WORK REQUIRED — The line containing "position:absolute; left:1630px; top:16px;" marks the end: output every line of the data up to it, and that line too, exactly as written.

RECORDS FOR THIS TASK —
—————

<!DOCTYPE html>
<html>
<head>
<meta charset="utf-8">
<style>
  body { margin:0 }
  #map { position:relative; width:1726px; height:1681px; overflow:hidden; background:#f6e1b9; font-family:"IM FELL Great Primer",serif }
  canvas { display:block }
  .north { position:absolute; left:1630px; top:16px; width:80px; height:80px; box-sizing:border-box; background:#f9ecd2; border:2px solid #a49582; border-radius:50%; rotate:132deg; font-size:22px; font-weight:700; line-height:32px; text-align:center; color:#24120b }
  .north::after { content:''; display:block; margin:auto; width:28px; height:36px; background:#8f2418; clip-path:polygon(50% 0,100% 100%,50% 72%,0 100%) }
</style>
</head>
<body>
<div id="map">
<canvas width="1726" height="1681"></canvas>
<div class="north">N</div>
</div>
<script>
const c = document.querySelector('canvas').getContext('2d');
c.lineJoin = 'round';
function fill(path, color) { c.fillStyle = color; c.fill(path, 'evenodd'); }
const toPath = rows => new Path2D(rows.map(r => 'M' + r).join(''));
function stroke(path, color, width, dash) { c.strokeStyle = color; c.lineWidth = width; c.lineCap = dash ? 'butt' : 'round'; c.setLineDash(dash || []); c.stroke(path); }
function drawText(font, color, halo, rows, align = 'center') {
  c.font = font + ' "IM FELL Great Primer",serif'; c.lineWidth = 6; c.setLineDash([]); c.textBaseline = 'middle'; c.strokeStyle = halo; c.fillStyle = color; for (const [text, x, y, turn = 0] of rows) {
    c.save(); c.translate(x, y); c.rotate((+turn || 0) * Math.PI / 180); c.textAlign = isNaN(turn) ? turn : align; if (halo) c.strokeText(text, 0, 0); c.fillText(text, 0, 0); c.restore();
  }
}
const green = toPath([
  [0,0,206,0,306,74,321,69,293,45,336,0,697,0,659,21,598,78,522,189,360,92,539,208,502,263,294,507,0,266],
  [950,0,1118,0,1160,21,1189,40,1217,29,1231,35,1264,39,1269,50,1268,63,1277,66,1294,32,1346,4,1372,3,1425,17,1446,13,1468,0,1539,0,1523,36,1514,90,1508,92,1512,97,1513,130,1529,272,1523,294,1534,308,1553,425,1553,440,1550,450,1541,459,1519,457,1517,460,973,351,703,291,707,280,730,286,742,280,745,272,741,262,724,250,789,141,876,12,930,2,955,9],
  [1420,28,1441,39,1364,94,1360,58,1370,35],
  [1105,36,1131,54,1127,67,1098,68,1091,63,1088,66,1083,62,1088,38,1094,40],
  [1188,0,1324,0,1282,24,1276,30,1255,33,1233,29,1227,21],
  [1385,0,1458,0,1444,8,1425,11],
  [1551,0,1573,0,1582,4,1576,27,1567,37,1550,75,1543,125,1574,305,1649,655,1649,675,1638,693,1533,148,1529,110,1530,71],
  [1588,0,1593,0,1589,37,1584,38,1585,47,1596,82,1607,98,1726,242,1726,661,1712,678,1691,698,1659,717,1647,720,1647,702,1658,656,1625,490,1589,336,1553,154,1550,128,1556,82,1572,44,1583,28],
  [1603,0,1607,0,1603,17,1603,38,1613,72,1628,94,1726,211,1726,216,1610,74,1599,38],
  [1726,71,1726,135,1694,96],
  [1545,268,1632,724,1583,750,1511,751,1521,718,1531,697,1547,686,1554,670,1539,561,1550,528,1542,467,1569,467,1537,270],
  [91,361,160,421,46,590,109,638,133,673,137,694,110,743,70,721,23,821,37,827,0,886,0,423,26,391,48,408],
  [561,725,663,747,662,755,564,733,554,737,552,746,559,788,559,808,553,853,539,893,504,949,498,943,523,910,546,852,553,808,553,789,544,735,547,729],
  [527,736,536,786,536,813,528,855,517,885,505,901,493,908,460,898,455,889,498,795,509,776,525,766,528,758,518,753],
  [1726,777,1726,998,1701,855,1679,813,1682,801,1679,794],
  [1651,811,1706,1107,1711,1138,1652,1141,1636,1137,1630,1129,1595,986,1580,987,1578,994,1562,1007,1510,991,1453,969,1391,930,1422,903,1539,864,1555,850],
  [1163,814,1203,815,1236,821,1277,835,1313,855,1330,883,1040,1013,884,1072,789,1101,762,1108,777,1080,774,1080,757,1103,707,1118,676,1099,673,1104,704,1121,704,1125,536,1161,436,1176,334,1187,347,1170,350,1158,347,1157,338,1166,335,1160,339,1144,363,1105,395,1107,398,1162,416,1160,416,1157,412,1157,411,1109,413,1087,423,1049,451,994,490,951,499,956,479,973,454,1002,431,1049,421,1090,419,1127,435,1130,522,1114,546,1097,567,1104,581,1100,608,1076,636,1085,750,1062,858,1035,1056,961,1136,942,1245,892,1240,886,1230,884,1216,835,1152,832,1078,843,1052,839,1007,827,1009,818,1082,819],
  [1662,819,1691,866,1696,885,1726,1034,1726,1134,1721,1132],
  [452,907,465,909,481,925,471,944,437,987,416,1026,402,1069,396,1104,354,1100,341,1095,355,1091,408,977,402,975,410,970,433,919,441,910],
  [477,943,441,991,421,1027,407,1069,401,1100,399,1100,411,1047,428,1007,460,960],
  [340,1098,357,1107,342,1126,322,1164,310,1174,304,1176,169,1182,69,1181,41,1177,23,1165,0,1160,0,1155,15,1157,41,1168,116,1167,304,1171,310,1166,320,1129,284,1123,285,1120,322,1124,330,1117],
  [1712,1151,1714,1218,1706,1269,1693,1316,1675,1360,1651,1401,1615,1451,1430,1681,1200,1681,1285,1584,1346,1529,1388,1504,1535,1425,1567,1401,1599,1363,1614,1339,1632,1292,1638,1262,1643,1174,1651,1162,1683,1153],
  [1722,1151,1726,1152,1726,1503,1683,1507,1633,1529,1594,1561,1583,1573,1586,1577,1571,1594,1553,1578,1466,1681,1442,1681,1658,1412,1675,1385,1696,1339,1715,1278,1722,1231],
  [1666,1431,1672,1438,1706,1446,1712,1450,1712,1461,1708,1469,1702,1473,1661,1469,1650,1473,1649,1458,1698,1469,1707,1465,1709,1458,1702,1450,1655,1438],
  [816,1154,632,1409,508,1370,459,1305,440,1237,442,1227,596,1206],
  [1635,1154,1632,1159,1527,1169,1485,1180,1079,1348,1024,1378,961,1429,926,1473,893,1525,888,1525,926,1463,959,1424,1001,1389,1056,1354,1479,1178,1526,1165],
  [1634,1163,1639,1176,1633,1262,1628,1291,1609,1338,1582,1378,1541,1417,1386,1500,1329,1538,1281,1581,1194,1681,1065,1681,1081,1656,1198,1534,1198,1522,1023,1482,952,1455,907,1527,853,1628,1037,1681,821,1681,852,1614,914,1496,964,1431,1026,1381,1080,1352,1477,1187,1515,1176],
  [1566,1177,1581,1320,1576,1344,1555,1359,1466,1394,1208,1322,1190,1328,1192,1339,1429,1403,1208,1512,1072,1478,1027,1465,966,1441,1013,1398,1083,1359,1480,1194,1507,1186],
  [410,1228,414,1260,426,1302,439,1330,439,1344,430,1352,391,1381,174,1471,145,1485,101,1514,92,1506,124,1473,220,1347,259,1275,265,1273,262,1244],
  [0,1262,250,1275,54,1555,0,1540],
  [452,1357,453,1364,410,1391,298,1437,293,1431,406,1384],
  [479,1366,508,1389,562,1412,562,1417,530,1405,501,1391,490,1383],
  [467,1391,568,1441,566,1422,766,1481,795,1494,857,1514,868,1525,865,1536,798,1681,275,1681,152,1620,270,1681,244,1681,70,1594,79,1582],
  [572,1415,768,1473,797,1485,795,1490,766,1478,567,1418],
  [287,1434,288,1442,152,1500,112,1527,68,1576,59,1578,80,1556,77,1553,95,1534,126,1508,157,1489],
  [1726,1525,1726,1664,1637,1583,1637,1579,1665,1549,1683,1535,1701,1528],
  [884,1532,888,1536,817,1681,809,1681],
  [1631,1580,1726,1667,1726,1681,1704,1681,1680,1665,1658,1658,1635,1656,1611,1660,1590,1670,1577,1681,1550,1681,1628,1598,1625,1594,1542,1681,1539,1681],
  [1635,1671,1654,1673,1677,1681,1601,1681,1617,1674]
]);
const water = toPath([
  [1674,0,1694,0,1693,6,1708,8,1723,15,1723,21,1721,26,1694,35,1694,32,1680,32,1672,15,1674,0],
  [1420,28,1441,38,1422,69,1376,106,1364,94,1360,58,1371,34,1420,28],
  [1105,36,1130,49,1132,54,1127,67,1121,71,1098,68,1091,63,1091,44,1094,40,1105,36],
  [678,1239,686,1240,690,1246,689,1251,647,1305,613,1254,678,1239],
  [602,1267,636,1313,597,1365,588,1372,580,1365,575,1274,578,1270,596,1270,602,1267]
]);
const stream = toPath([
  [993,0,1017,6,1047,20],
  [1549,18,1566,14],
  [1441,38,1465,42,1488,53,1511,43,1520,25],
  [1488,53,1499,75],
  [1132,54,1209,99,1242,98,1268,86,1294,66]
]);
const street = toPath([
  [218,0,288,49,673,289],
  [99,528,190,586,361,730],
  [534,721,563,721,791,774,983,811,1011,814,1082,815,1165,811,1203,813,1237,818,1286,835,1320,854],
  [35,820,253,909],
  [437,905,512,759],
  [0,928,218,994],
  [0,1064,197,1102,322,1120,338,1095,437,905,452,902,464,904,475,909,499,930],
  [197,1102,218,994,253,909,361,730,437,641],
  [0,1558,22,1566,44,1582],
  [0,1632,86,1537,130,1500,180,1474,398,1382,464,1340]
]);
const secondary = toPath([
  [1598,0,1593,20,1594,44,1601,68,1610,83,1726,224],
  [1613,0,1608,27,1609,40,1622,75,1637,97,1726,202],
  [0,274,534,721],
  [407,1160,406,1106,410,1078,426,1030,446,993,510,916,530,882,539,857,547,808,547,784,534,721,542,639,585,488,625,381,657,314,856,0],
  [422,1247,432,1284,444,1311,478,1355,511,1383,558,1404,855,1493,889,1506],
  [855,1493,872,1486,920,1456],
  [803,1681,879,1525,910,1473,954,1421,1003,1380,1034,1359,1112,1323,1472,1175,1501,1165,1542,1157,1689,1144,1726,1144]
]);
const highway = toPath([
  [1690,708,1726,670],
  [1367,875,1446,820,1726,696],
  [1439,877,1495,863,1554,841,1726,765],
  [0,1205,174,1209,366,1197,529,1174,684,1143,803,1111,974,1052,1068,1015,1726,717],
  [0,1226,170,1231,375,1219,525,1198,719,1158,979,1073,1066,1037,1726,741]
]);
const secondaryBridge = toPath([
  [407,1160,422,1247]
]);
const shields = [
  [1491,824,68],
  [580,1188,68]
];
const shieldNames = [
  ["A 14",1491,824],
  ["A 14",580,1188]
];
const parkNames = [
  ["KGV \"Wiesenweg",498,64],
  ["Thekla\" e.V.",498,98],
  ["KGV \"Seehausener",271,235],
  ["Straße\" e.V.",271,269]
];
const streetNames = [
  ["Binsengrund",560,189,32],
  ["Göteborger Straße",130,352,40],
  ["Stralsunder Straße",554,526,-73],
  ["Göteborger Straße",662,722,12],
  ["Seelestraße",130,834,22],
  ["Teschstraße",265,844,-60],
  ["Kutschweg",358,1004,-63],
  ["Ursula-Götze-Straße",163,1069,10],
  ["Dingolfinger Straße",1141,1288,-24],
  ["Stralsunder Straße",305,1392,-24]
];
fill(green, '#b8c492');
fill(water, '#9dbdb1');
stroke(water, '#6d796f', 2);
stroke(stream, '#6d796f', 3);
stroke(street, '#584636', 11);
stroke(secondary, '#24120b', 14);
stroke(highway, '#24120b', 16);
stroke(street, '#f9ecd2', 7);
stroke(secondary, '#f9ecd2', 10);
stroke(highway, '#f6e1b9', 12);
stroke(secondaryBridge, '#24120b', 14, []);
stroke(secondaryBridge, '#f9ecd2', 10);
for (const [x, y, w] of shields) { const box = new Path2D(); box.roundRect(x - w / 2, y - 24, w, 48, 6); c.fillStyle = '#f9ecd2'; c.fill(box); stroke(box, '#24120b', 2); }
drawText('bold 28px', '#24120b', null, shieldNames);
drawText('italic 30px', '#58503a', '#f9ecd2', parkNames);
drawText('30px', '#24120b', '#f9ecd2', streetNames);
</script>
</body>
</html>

—————

RESULT OF THIS TASK —
<!DOCTYPE html>
<html>
<head>
<meta charset="utf-8">
<style>
  body { margin:0 }
  #map { position:relative; width:1726px; height:1681px; overflow:hidden; background:#f6e1b9; font-family:"IM FELL Great Primer",serif }
  canvas { display:block }
  .north { position:absolute; left:1630px; top:16px; width:80px; height:80px; box-sizing:border-box; background:#f9ecd2; border:2px solid #a49582; border-radius:50%; rotate:132deg; font-size:22px; font-weight:700; line-height:32px; text-align:center; color:#24120b }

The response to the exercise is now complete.